Background
Meta-analyses are used to summarize the results of several studies to a specific research question. Standard methods for meta-analyses, namely inverse variance random effects models have unfavourable properties if only very few (2-4) studies are available. Therefore, alternative meta-analytic methods are needed. In case of binary data, the “common-rho” beta-binomial model has shown good results in situations with spare data or few studies. The major concern of this model is that it ignores the fact that each treatment arm is paired with a respective control arm from the same study. Thus, the randomisation to a study arm of a specific study is disrespected, which may lead to compromised estimates of the treatment effect. Therefore, we extended this model to a version that respects randomisation.
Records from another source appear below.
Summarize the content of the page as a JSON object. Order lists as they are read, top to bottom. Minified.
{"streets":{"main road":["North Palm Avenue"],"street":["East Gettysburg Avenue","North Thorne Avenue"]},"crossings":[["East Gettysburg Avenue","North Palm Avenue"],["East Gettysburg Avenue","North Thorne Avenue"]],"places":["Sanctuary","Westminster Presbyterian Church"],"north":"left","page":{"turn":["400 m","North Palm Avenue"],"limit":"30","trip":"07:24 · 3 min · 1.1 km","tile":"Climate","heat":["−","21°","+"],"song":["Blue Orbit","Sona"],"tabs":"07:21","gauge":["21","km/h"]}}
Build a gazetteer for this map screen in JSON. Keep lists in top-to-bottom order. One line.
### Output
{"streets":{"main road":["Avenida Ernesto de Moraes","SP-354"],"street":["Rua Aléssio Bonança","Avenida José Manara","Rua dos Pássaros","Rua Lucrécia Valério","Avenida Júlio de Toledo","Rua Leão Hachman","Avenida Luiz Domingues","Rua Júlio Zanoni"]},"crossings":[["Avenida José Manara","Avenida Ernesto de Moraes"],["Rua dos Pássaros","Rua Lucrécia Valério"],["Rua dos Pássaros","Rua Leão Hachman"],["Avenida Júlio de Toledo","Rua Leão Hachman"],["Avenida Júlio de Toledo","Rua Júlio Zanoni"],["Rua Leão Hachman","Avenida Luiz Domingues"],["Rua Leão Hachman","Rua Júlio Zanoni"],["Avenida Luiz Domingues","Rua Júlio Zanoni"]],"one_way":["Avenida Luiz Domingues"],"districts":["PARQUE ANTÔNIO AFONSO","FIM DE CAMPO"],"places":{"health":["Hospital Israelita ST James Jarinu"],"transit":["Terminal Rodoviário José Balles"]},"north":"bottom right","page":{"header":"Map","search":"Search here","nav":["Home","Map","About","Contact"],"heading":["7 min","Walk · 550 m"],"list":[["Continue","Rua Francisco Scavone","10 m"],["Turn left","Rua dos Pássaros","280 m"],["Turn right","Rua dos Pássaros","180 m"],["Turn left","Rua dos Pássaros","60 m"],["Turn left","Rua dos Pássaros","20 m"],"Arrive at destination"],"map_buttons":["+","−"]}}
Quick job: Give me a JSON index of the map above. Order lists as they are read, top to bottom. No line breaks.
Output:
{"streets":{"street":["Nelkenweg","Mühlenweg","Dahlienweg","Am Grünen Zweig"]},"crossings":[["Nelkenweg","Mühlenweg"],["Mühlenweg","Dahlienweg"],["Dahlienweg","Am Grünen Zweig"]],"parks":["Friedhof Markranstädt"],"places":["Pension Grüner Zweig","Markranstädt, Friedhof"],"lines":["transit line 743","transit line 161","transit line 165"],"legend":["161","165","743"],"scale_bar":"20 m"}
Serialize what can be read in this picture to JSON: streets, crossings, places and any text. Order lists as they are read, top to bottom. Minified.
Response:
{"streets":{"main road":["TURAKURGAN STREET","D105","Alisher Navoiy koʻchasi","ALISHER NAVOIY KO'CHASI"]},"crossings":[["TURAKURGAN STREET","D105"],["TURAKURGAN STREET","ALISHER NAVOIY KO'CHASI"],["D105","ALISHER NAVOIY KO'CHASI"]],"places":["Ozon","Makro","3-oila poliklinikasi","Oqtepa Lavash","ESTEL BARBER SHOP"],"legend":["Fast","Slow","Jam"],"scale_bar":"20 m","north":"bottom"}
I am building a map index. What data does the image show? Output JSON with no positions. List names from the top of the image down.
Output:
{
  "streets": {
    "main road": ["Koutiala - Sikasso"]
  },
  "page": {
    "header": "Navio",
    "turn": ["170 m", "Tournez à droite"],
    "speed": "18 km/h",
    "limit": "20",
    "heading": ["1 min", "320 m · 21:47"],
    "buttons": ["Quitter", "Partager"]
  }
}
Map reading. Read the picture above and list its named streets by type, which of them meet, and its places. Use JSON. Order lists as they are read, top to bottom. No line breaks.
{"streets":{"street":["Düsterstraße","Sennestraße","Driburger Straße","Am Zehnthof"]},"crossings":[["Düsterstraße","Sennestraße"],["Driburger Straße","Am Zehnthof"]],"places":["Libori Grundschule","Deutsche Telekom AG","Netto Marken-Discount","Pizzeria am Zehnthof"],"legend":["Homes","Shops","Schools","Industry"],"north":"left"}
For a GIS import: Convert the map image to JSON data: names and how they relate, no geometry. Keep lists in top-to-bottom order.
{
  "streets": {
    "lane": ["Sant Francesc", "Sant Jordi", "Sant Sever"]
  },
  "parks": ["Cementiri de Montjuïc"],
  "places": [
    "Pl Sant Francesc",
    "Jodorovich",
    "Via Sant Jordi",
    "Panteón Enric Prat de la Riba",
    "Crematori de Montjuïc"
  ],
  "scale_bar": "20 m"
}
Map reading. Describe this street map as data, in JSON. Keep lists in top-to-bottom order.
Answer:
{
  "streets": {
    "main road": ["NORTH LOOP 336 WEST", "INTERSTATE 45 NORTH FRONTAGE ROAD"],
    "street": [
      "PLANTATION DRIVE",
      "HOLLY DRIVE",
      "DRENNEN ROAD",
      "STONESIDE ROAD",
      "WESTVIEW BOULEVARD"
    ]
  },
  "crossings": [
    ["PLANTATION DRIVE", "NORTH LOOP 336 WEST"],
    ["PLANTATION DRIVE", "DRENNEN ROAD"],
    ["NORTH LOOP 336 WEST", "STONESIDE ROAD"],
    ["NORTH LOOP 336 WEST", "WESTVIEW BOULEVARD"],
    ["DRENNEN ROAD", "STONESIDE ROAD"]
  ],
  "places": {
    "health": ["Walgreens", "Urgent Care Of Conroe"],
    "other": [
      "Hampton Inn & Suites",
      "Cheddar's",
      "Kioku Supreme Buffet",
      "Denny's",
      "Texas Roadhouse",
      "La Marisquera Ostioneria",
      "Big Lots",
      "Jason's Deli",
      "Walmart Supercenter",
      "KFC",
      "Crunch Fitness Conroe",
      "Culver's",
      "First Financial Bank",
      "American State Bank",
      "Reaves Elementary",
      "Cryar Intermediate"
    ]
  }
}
The aim of this simulation study was to compare “common-rho” beta-binomial model and several other beta-binomial models to standard meta-analyses models including generalised linear mixed models and several inverse variance random effects models.
Methods
We conducted a simulation study in which beta-binomial models and various standard meta-analysis methods were compared. The design of the simulation aimed to consider meta-analytic situations occurring in practice.
Results
In summary, no method performed well in scenarios with only 2 studies in the random effects scenario. In this situation, a fixed effect model or a qualitative summary of the study results may be preferable. In scenarios with 3 or 4 studies the “common-rho” beta-binomial model performed at least slightly better than other models, whereas performance was not improved by the beta-binomial model respecting randomisation.
Conclusion
The “common-rho” beta-binomial appears to be a good option for meta-analyses of very few studies. Because residual concerns about the consequences of disrespecting the randomisation may still exist, we recommend a sensitivity analysis with a standard meta-analysis method that respects randomisation.